- **AIM OF THE EXERCISE**:
Scan the entries for the word "JSON" and return every line that has it.

- **EXCERPTED DATA**:
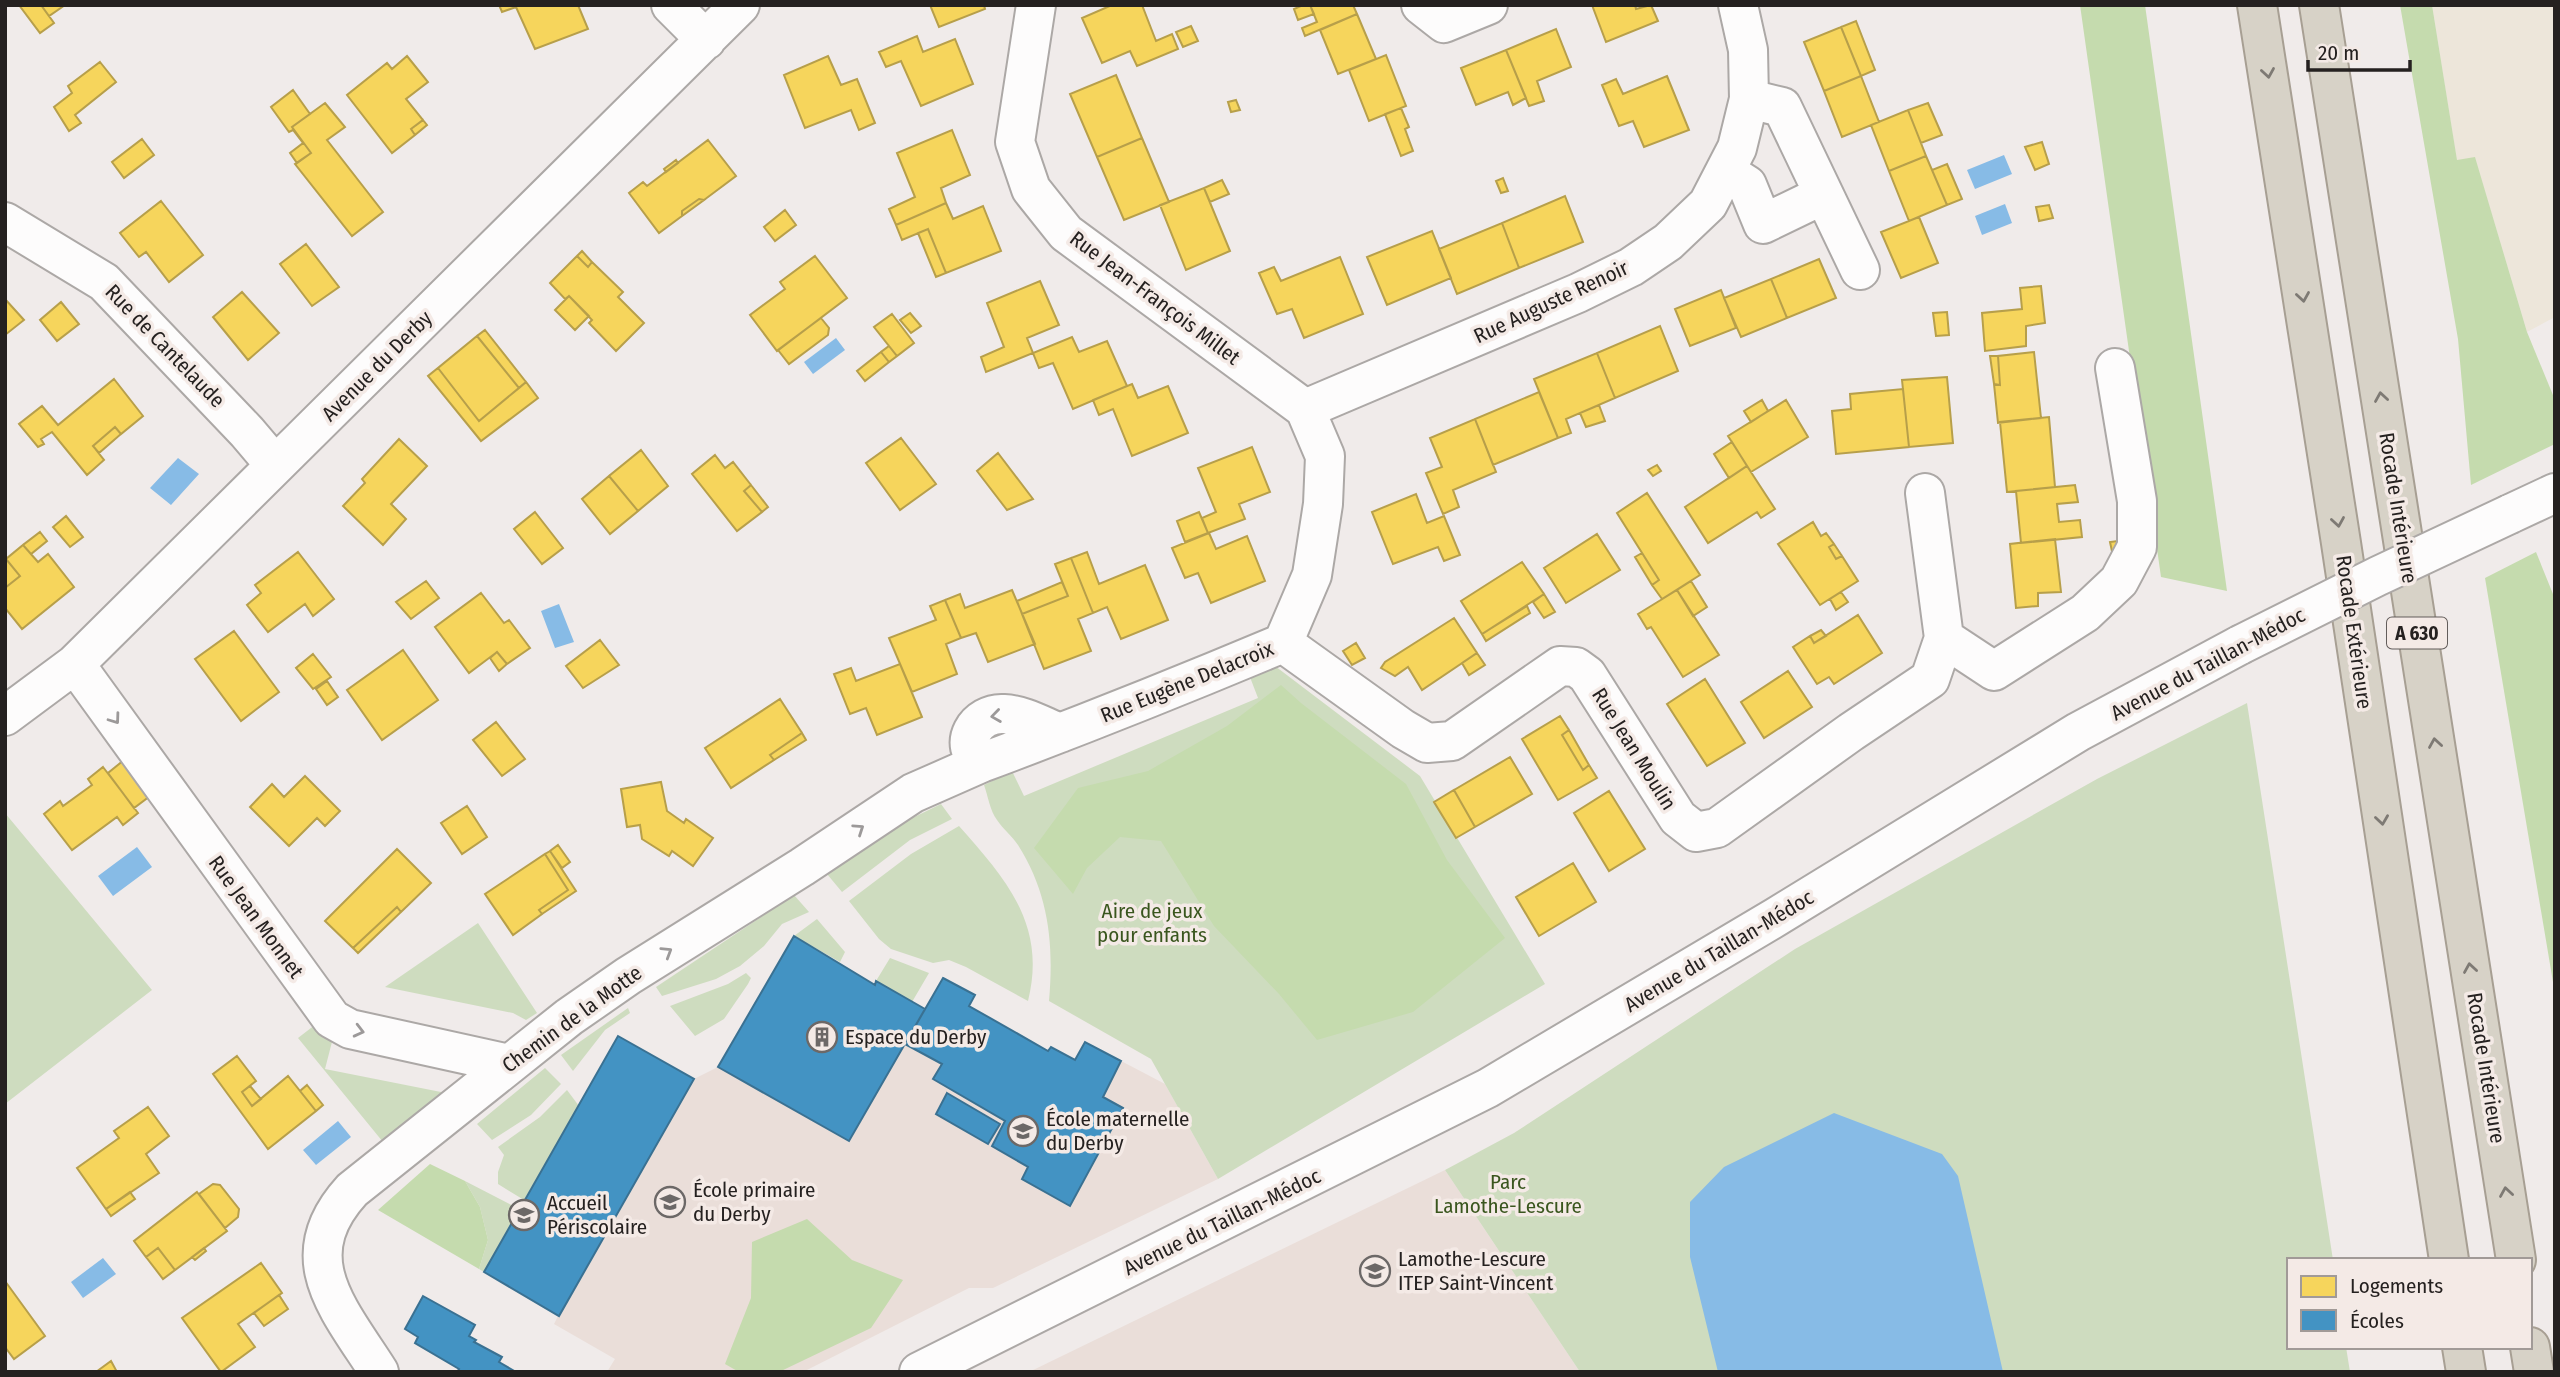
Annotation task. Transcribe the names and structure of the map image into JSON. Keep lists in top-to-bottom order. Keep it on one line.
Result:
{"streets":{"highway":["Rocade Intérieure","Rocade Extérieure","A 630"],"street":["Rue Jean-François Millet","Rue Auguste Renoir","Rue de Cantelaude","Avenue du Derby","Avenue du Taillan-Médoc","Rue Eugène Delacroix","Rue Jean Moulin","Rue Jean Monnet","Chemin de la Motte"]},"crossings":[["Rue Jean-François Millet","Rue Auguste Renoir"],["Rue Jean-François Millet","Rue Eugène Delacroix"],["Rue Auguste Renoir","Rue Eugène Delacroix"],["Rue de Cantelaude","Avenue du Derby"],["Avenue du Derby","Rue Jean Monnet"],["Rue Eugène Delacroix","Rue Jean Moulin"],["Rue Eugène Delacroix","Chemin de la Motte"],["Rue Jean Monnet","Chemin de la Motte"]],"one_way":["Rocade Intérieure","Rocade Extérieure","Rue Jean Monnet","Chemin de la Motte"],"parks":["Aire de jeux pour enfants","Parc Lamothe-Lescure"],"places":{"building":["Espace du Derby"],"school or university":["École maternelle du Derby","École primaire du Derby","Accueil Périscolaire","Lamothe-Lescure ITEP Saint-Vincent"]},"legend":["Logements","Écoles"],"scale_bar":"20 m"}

---

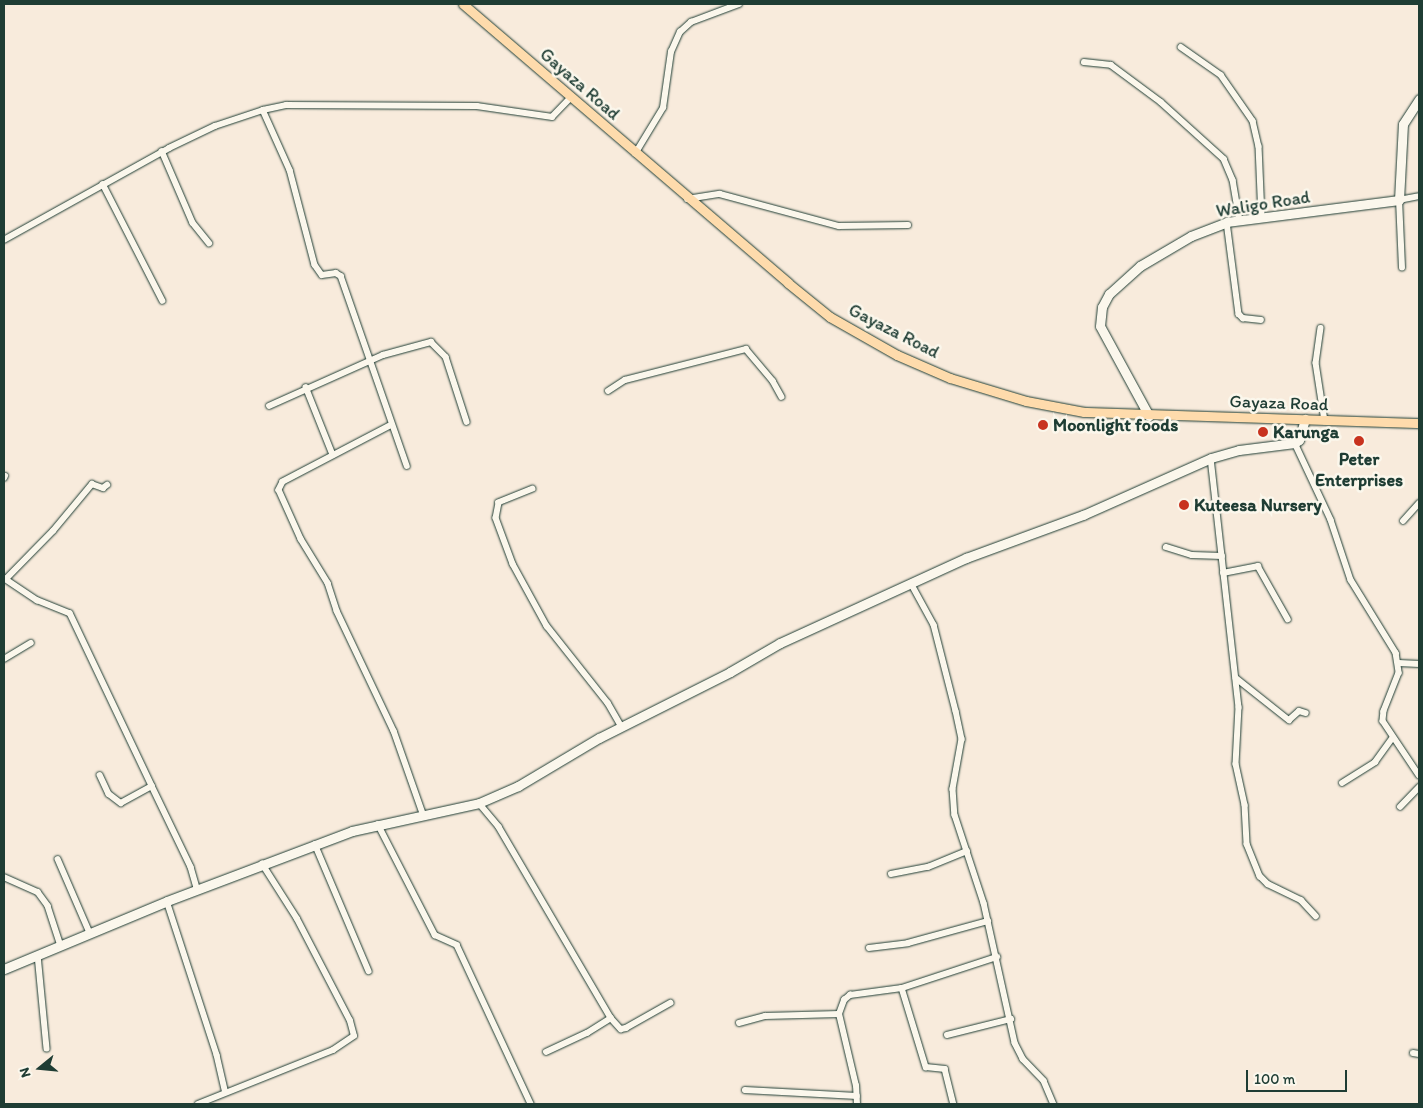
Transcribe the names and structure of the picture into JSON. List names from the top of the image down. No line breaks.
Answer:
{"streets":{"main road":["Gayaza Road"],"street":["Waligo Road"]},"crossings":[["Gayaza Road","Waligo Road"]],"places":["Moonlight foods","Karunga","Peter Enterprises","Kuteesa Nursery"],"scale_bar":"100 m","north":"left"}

- **WRITTEN SOLUTION**:
Annotation task. Transcribe the names and structure of the map image into JSON. Keep lists in top-to-bottom order. Keep it on one line.
Transcribe the names and structure of the picture into JSON. List names from the top of the image down. No line breaks.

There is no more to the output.